* **ABOUT THIS TASK**
Look through the material below and show every line with the word "check".
[Opening AVAILABLE RECORDS section]
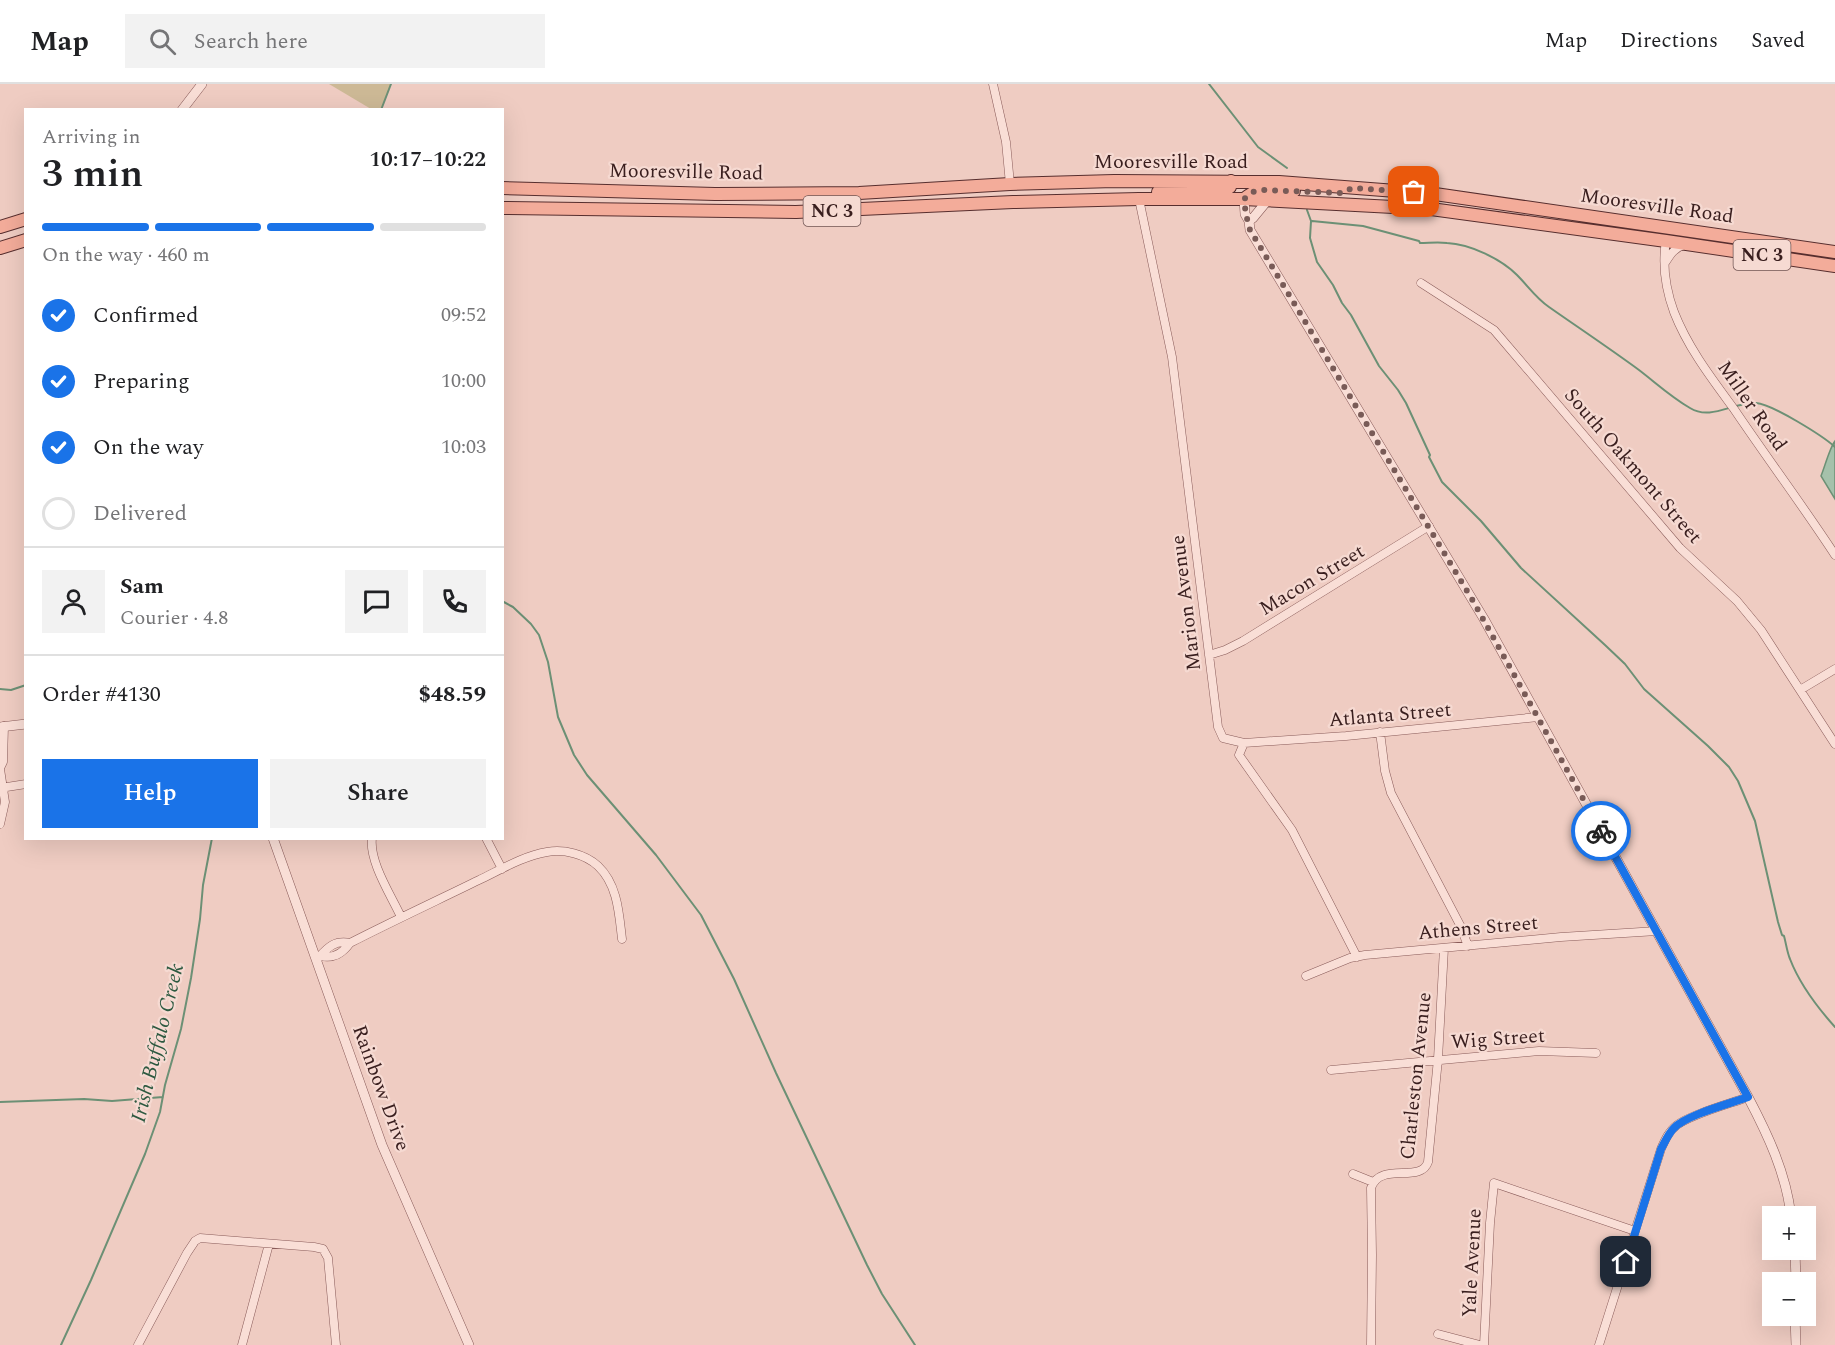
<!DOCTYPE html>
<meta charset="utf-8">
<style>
body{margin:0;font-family:Spectral,serif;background:#f2f2f2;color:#202124;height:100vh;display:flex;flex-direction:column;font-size:22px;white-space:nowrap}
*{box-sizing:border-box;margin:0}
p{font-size:20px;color:#757577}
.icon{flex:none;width:33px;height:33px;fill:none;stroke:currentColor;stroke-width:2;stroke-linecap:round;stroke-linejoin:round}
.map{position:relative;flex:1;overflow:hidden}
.drawer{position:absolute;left:24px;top:24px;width:480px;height:732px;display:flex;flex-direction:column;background:#fff;border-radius:0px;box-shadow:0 6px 24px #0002}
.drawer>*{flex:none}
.controls{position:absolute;left:1762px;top:1122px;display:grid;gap:12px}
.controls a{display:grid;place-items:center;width:54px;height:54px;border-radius:0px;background:#fff;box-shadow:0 6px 24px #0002;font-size:30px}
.pin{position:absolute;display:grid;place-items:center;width:51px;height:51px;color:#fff;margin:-26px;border-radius:12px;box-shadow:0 3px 9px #0006}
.courier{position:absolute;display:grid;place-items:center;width:60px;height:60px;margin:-30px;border:4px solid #1a73e8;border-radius:50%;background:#fff;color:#222;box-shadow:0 2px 8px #0007}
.headline em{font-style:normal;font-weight:600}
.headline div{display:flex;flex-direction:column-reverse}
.headline{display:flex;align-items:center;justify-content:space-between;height:102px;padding:0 18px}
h1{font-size:39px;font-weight:600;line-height:45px}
.bar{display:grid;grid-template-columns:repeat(4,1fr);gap:9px 6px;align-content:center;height:72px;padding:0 18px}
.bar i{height:8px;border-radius:4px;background:#e0e0e0}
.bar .on{background:#1a73e8}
.bar p{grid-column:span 4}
.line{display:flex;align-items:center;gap:15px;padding:0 18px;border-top:2px solid #e0e0e0}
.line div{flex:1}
.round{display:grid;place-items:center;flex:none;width:63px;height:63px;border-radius:0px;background:#f2f2f2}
ol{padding:0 18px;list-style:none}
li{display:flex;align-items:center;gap:18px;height:66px}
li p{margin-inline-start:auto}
li .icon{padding:6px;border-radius:50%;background:#1a73e8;color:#fff;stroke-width:4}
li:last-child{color:#757577}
li i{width:33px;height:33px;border:3px solid #e0e0e0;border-radius:50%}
.cta{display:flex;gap:12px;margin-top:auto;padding:12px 18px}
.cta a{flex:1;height:69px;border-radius:0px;background:#1a73e8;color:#fff;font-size:24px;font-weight:600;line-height:69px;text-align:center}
.cta a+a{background:#f2f2f2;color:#202124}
header{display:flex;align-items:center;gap:36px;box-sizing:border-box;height:84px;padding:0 30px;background:#fff;border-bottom:2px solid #e0e0e0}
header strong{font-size:28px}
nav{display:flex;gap:33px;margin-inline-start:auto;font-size:21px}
.search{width:420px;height:54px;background:#f2f2f2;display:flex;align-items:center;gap:15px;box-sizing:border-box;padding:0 21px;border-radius:0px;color:#757577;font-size:22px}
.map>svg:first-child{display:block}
.green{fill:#cdb996}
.water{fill:#a5c1ab;stroke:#6c9075;stroke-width:1.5}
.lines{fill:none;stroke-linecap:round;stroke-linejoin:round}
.stream{stroke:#6c9075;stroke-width:2}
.minor-casing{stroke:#895b59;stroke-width:9}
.tertiary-casing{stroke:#895b59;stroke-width:10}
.primary-casing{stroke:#572e2e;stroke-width:14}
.minor{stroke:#f9ded6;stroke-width:8}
.tertiary{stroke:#f9ded6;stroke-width:9}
.primary{stroke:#f3ac9a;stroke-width:12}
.done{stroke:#795b57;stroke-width:6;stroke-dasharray:0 10.8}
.route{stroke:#1a73e8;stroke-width:8}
.labels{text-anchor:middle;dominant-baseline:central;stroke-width:4.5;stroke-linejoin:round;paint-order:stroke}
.shield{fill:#f6dad2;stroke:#725654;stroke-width:1.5}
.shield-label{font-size:18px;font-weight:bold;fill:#391e1e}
.street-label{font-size:20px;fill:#391e1e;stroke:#f6dad2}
.water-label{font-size:21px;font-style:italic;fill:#2d5940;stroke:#f6dad2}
</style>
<header>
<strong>Map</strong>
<div class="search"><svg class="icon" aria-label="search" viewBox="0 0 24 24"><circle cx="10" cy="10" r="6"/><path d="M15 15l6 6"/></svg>Search here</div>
<nav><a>Map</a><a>Directions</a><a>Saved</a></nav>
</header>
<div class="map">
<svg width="1835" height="1261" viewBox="0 0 1835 1261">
<rect width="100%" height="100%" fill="#efccc2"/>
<path class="green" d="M329,0H391L381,25H371Z"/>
<path class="water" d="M1835,357V415L1821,392C1825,382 1830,363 1835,357Z"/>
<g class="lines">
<path class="stream" d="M1209,0L1258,63L1287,84
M381,26L391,0
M1307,126L1311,137L1310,154L1317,178L1333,201L1342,219L1351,231L1379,282L1398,306L1406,319L1430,371L1429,373L1442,398L1481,437L1521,484L1605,561L1625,580L1644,605L1708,662L1729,683L1738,697L1755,737L1778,838L1782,851L1784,852C1786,859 1787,868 1790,875C1800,901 1817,923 1835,943
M1312,137L1363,142L1419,157L1420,159C1429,159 1438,158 1447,159C1470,160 1501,175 1517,191C1528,202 1536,214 1549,223C1579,244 1609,264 1639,286C1656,299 1671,313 1690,324C1711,337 1733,318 1756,319C1772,320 1823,352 1835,363
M502,517L513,523L531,540L539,551L548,578L558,633L574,671L587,691L656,771L701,831L734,895L776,989L867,1181L882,1210L915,1261
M0,605L11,606L26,601
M0,1018L84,1015L112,1017L163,1013
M61,1261L91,1196L145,1070L160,1028L165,1001L181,945L191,894L200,835L203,801L212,754"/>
<g class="minor-casing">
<path id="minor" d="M993,0L1006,58L1010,100
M1139,115L1172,273L1218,643L1223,654L1244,659L1239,671L1292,746L1357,873
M1666,157C1662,181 1666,206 1674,228C1688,264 1712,295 1734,325C1767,374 1803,422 1835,471
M1665,179C1670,171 1674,164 1684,161
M1421,199L1494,246L1680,464L1737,517L1761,546L1835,660
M1209,571L1225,566L1243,557L1429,442
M1800,606L1835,585
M1380,648L1385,687L1391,709L1460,841L1468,862
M1244,659L1346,652L1538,633
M0,684L3,678L4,642
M0,685L5,718L0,740
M0,704L26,700
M372,754C369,778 391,811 401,833
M486,754L502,785
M321,872C333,875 343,869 350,859C393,837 436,817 479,796C500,786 523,772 547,768C564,765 585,770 598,782C618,801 619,830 622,855
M319,873C328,863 335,856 350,859
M1306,892L1350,874L1365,871L1561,853L1657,847
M1331,986L1539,967L1596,969
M1353,1090L1373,1098
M1438,1250L1480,1261
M138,1261L187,1169L195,1157L200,1154L314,1163L323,1165L328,1174L336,1261
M242,1261L269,1160
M1371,1261L1372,1171L1371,1104C1380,1077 1421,1100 1428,1078L1438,975L1444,864
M1484,1261L1490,1139L1494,1099L1635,1147
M1599,1261L1661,1065C1665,1056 1669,1047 1677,1041C1692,1030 1729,1020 1748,1013"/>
</g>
<g class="tertiary-casing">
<path id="tertiary" d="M182,26L202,0
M1244,115L1245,130L1249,137
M1267,117L1253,134L1249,137L1250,146L1484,535L1748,1013C1768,1051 1786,1089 1791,1132
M0,643L26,640
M273,754L382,1061L469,1261
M1795,1166L1796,1198
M1795,1232L1796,1261"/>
</g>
<g class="primary-casing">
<path id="primary" d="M502,104L715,110L859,109L1010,100L1114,97L1279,98L1435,110L1835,168
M1158,108L1227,105L1230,103L1231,97
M1244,115C1260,101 1274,106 1294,107
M502,124L796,128L1013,118L1139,115H1244L1431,125L1666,157L1835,182
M0,143L26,135
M0,164L26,156"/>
</g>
<use href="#minor" class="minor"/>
<use href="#tertiary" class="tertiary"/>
<use href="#primary" class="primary"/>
</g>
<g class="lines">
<path class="done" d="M1414,108L1352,104L1343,109L1262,106L1253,108L1244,115C1245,126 1247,136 1250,146L1473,517L1601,747"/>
<path class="route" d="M1601,747L1748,1013C1729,1020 1686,1031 1674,1044C1668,1050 1665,1058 1661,1065L1626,1178"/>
</g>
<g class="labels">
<g class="shield">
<rect x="803.5" y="112" width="57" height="30" rx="4.5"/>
<rect x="1733.5" y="156" width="57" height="30" rx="4.5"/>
</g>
<g class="shield-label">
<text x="832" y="127">NC 3</text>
<text x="1762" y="171">NC 3</text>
</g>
<g class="street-label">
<text x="1171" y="78">Mooresville Road</text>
<text transform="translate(686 88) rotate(1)">Mooresville Road</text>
<text transform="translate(1657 122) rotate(8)">Mooresville Road</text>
<text transform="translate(1752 322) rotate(55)">Miller Road</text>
<text transform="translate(1633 382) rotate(49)">South Oakmont Street</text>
<text transform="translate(1312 496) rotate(-31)">Macon Street</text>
<text transform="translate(1186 519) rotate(-97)">Marion Avenue</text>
<text transform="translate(1390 631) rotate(-5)">Atlanta Street</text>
<text transform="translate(1478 844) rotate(-5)">Athens Street</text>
<text transform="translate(1498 955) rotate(-4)">Wig Street</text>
<text transform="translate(1416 992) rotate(-84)">Charleston Avenue</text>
<text transform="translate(381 1004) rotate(70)">Rainbow Drive</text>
<text transform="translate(1472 1179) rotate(-87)">Yale Avenue</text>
</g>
<g class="water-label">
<text transform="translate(158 959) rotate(-76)">Irish Buffalo Creek</text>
</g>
</g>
</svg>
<div class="controls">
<a>+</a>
<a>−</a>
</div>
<div class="pin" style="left:1414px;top:108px;background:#ea580c"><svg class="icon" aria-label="bag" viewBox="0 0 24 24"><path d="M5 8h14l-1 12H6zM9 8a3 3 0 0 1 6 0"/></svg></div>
<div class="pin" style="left:1626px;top:1178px;background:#1f2937"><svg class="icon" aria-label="home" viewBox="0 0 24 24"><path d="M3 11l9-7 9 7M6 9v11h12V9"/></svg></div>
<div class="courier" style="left:1601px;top:747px"><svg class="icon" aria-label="bike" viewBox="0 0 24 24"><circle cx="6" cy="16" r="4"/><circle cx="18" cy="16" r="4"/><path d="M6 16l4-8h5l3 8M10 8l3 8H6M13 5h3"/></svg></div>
<section class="drawer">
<div class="headline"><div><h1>3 min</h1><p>Arriving in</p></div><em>10:17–10:22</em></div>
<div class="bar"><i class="on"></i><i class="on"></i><i class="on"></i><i></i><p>On the way · 460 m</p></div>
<ol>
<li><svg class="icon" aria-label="check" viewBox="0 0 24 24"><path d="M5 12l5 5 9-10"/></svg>Confirmed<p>09:52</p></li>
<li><svg class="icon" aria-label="check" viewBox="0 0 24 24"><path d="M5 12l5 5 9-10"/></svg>Preparing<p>10:00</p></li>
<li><svg class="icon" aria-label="check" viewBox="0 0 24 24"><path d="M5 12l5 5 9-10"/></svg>On the way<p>10:03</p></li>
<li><i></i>Delivered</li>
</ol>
<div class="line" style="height:108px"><a class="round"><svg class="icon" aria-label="person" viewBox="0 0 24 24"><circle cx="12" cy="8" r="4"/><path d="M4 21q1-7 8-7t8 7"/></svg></a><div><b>Sam</b><p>Courier · 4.8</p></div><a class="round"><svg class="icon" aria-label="chat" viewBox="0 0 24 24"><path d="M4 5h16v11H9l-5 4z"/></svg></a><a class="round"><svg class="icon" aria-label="phone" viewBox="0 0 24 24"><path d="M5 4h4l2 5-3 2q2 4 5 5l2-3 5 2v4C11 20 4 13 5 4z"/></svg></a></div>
<div class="line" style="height:78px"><div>Order #4130</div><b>$48.59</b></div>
<div class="cta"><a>Help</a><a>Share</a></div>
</section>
</div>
[Closing AVAILABLE RECORDS section]
* **ANSWER FOR THIS EXERCISE**
<li><svg class="icon" aria-label="check" viewBox="0 0 24 24"><path d="M5 12l5 5 9-10"/></svg>Confirmed<p>09:52</p></li>
<li><svg class="icon" aria-label="check" viewBox="0 0 24 24"><path d="M5 12l5 5 9-10"/></svg>Preparing<p>10:00</p></li>
<li><svg class="icon" aria-label="check" viewBox="0 0 24 24"><path d="M5 12l5 5 9-10"/></svg>On the way<p>10:03</p></li>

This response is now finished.